Barrie Needham examines the life and poetry of Gerard Manley Hopkins, Catholic convert and Jesuit priest, whose poetry remained unpublished in his own lifetime but which has gained a great following from the early twentieth century onwards. A Victorian poet but one whose style is as bold and striking as anything written at any point since. Barrie Needham shows how Hopkins wrestled with his poetry to express his faith in God and his understanding of God in nature, and shows the philosophical understanding that underscored his writing.
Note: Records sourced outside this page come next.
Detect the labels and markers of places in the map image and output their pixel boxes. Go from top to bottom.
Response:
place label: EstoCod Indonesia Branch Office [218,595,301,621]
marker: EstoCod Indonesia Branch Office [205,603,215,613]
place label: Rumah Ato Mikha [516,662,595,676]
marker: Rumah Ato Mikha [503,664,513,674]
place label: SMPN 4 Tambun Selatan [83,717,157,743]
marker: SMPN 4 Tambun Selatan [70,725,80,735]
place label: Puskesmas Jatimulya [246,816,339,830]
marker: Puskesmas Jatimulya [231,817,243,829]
If you have ever read any Hopkins or heard his poems being read you will find this article immensely helpful.

In addition we have four excellent reviews of notable recent books.

Avi Shlaim, aged two, with his parents and sister in Baghdad, 1947. From the cover of his book.
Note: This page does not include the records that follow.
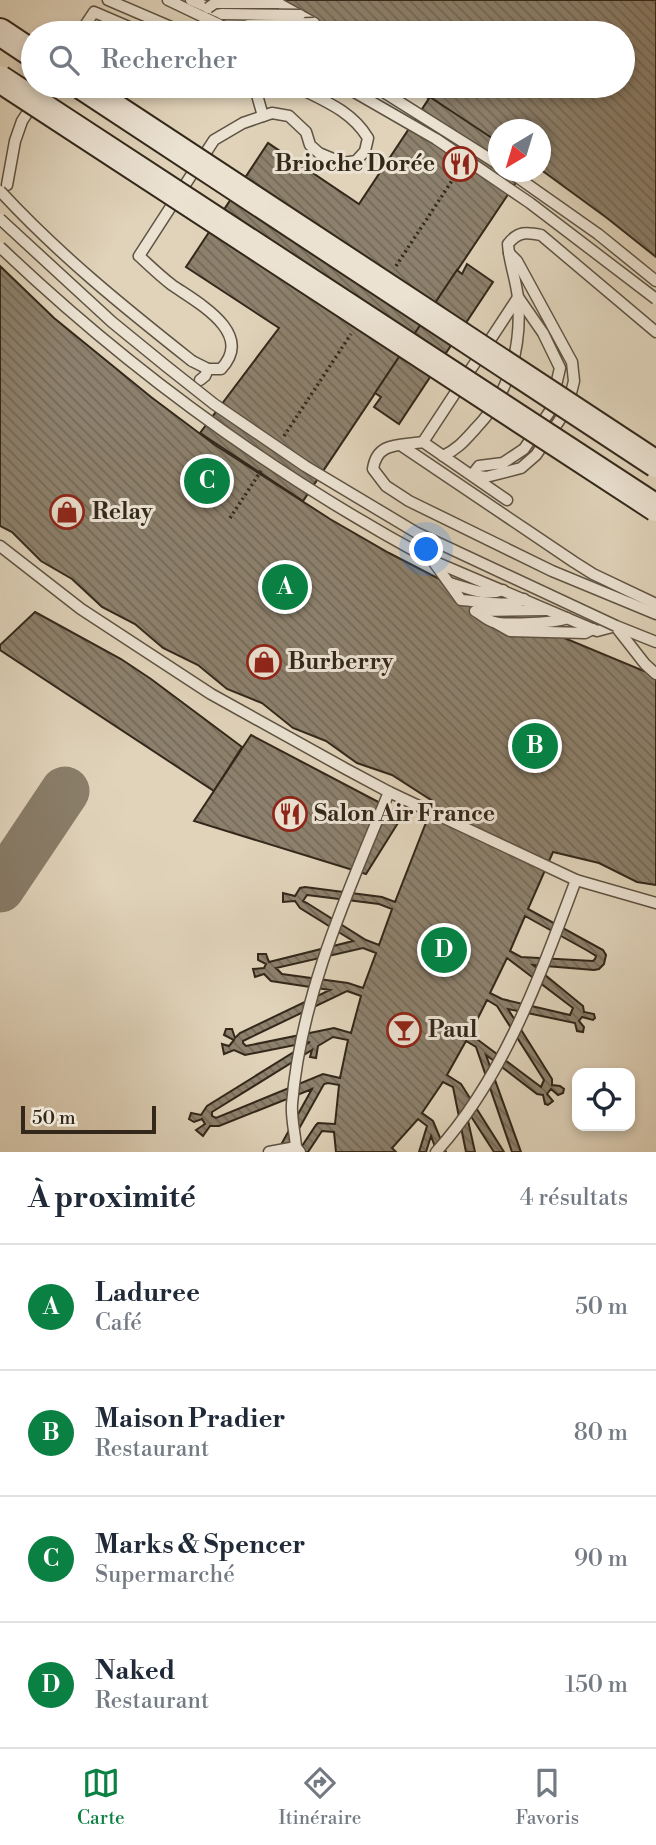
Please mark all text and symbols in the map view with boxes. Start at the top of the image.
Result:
search box [21,21,635,98]
icon: search [45,41,83,79]
text: Rechercher [101,44,237,76]
north arrow [488,119,551,182]
restaurant icon: Brioche Dorée [441,145,479,183]
place label: Brioche Dorée [275,150,435,178]
pin: C [184,455,230,507]
shop icon: Relay [48,493,86,531]
place label: Relay [92,498,153,526]
your location [409,532,443,566]
pin: A [262,561,308,613]
shop icon: Burberry [245,643,283,681]
place label: Burberry [288,648,394,676]
pin: B [512,720,558,772]
restaurant icon: Salon Air France [271,795,309,833]
place label: Salon Air France [314,800,495,828]
pin: D [421,924,467,976]
bar icon: Paul [385,1011,423,1049]
place label: Paul [428,1016,478,1044]
map controls [572,1068,635,1131]
button: locate [572,1068,635,1131]
scale bar [21,1103,156,1135]
text: 50 m [32,1106,76,1130]
text: À proximité [28,1179,196,1217]
text: 4 résultats [520,1184,628,1212]
text: Laduree [95,1277,200,1309]
text: A [43,1293,59,1321]
text: 50 m [575,1293,628,1321]
text: Café [95,1309,142,1337]
text: Maison Pradier [95,1403,286,1435]
text: B [42,1419,60,1447]
text: 80 m [574,1419,628,1447]
text: Restaurant [95,1435,209,1463]
text: Marks & Spencer [95,1529,306,1561]
text: C [43,1545,59,1573]
text: 90 m [574,1545,628,1573]
text: Supermarché [95,1561,235,1589]
text: Naked [95,1655,175,1687]
text: D [42,1671,60,1699]
text: 150 m [565,1671,628,1699]
text: Restaurant [95,1687,209,1715]
tab: Carte [77,1764,125,1830]
tab: Itinéraire [279,1764,361,1830]
tab: Favoris [515,1764,579,1830]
Graham Murphy reviews Avi Shlaim, Three Worlds, Memoirs of an Arab-Jew, (Oneworld Publications, 2023). The book of the year for both the Times Literary Supplement and the New Statesman, Avi Shlaim tells his own story as someone who was born into the prosperous and significant Jewish community of Iraq following the Second World War and who was forced, with most of the Jewish population, to emigrate to Israel in 1950. At the age of 15 his life changed when he managed to come to the UK, ending up at Cambridge and ultimately as Professor of International Relations at St Antony’s College, Oxford. As a young man he served in the Israel Defense Force but is not afraid to criticise Israel or Zionism. His most recent research has gone back to Iraq and his own origins as part of ‘a Diaspora that had been the living embodiment of Muslim-Jewish co-existence [which] was no more’. In Shlaim’s view ‘As Israel expanded, the Palestinians, Arab natives of historic Palestine, not the Germans or the Russians, would take the burden of punishment for the European pogroms of modern history and the Final Solution.’ His reflections on his Jewish past in Iraq and on Arab-Israeli relations ever since are well worth reading, especially at the present time.
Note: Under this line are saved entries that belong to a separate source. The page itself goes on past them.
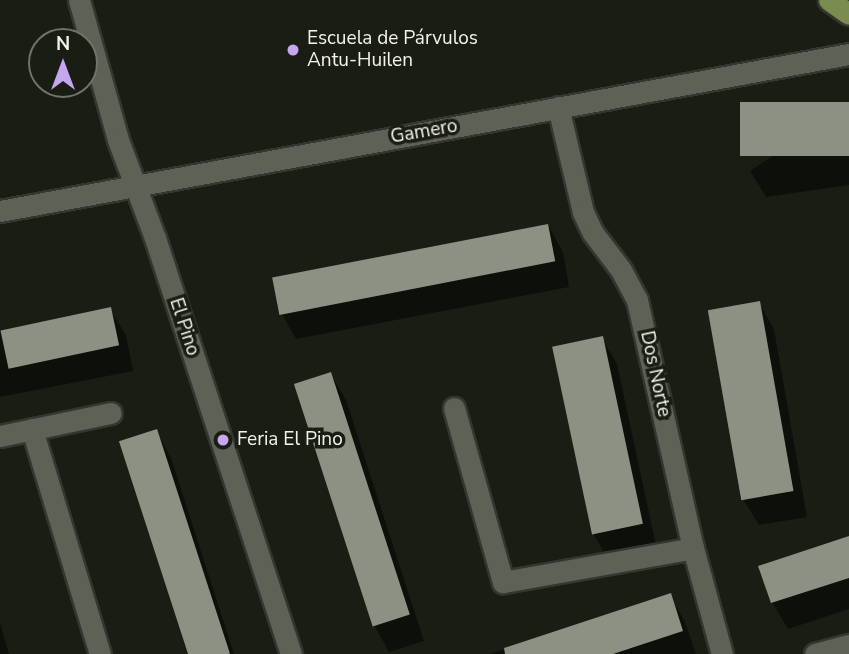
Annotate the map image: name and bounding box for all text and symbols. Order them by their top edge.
north arrow [28,28,98,98]
place label: Escuela de Párvulos Antu-Huilen [307,28,478,72]
text: N [56,31,70,57]
marker: Escuela de Párvulos Antu-Huilen [285,42,301,58]
street label: Gamero [389,115,459,149]
street label: El Pino [164,295,204,359]
street label: Dos Norte [635,329,675,419]
place label: Feria El Pino [237,429,343,451]
marker: Feria El Pino [215,432,231,448]

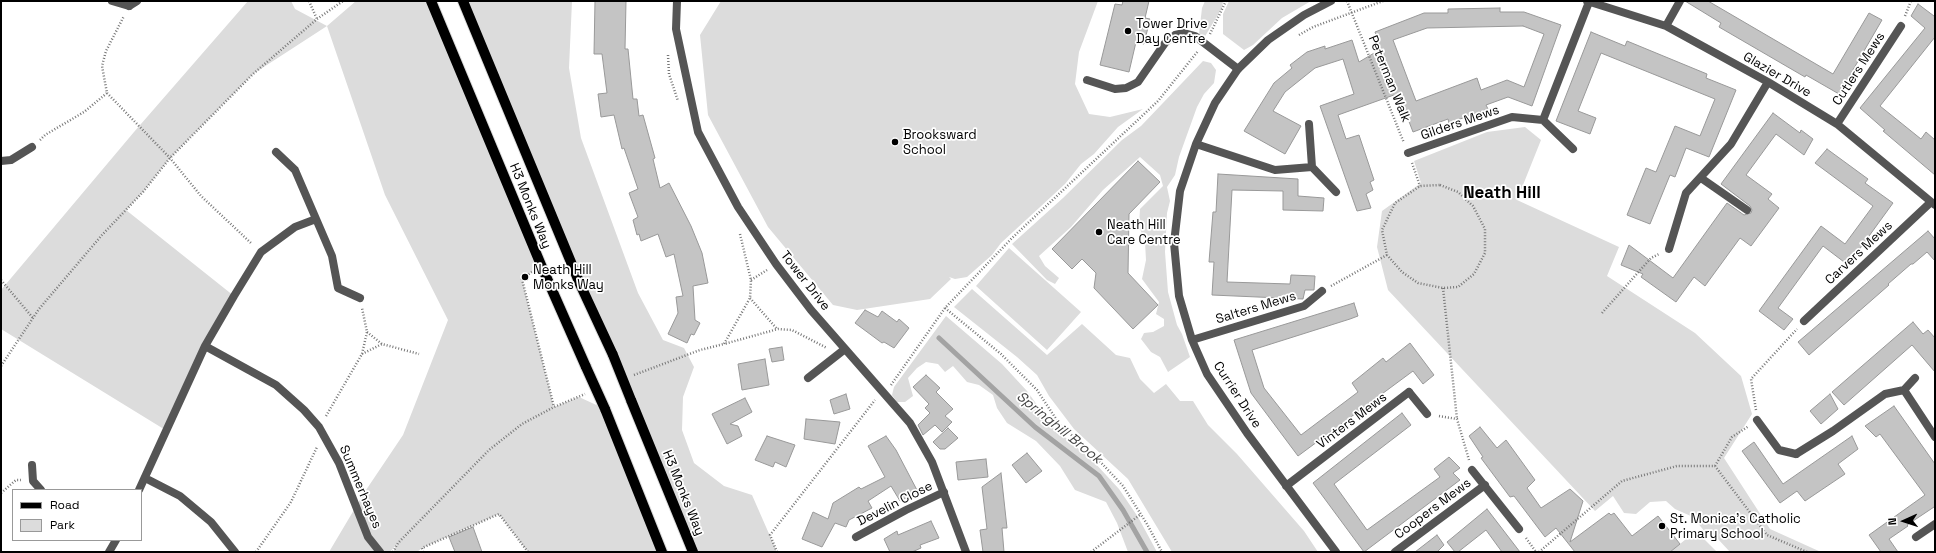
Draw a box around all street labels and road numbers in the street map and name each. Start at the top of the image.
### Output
street label: Cutlers Mews [1830,29,1888,109]
street label: Peterman Walk [1364,33,1414,125]
street label: Glazier Drive [1740,49,1814,101]
street label: Gilders Mews [1419,102,1501,144]
street label: H3 Monks Way [506,161,554,251]
street label: Carvers Mews [1822,218,1896,288]
street label: Tower Drive [777,248,833,314]
street label: Salters Mews [1214,288,1298,328]
street label: Currier Drive [1210,359,1264,431]
street label: Vinters Mews [1314,390,1390,452]
street label: Summerhayes [335,443,385,531]
street label: H3 Monks Way [659,448,707,538]
street label: Coopers Mews [1392,475,1474,543]
street label: Develin Close [855,478,935,530]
Andrew Linzey and Clair Linzey (eds.), Animal Theologians (Oxford Academic, Oxford University Press, 2023) is reviewed by Feargus O’Connor who takes us through the theological contributions to the consideration of animal rights, vivisection and animal cruelty. A number of the subjects of the book are Unitarians – most notably Frances Power Cobbe and Charles Hartshorne – and many would find agreement with Gandhi who Feargus quotes:

The greatness of a nation and its moral progress can be judged by the way animals are treated. Vivisection is the blackest of all the black crimes that man is at present committing against God and His fair creation. It ill becomes us to invoke in our daily prayers the blessings of God, the Compassionate, if we in turn will not practise elementary compassion towards our fellow creatures.

Professor David Williams reviews Mary-Jane Rubenstein, Astrotopia: the Dangerous Religion of the Corporate Space Race (University of Chicago Press, 2022) a book which raises the issue of humankind’s increasingly exploitative attitude to space exemplified in the attitudes of such figures as Elon Musk and Jeff Bezos, described by the reviewer as ‘both so grotesquely wealthy that they can have dreams of both colonising space and the funds to achieve those aims’. It is clear too that the United States no longer views ‘outer space as the common heritage of all humanity.’ In the light of this how should we progress human interaction with space?

Inside the former NSP meeting-house Ballymoney (Photo: David Steers)

Liz McManus is a former Minister for Housing and Urban Renewal in the Republic of Ireland. Since leaving politics she has become a writer and in When Things Come To Light (Arlen House, 2023) she has drawn on her own family experiences to ‘craft an insightful and compelling novel’ in the words of Derek McAuley, our reviewer. Liz McManus’s grandparents were Unitarians/Non-Subscribers from County Antrim. Remarkably life took them to the Khasi Hills where (in the novel at least) they encounter the Rev Margaret Barr and Kissor Singh, the founder of the Unitarian Church in North India. In a strange piece of synchronicity Kissor Singh quotes St Paul ‘Let every man be fully persuaded in his own mind’, words which Liz McManus’s grandfather recognises as inscribed on the wall of his home church back in Ballymoney in Ulster. A fascinating novel incorporating Unitarians, family history, Ireland and India.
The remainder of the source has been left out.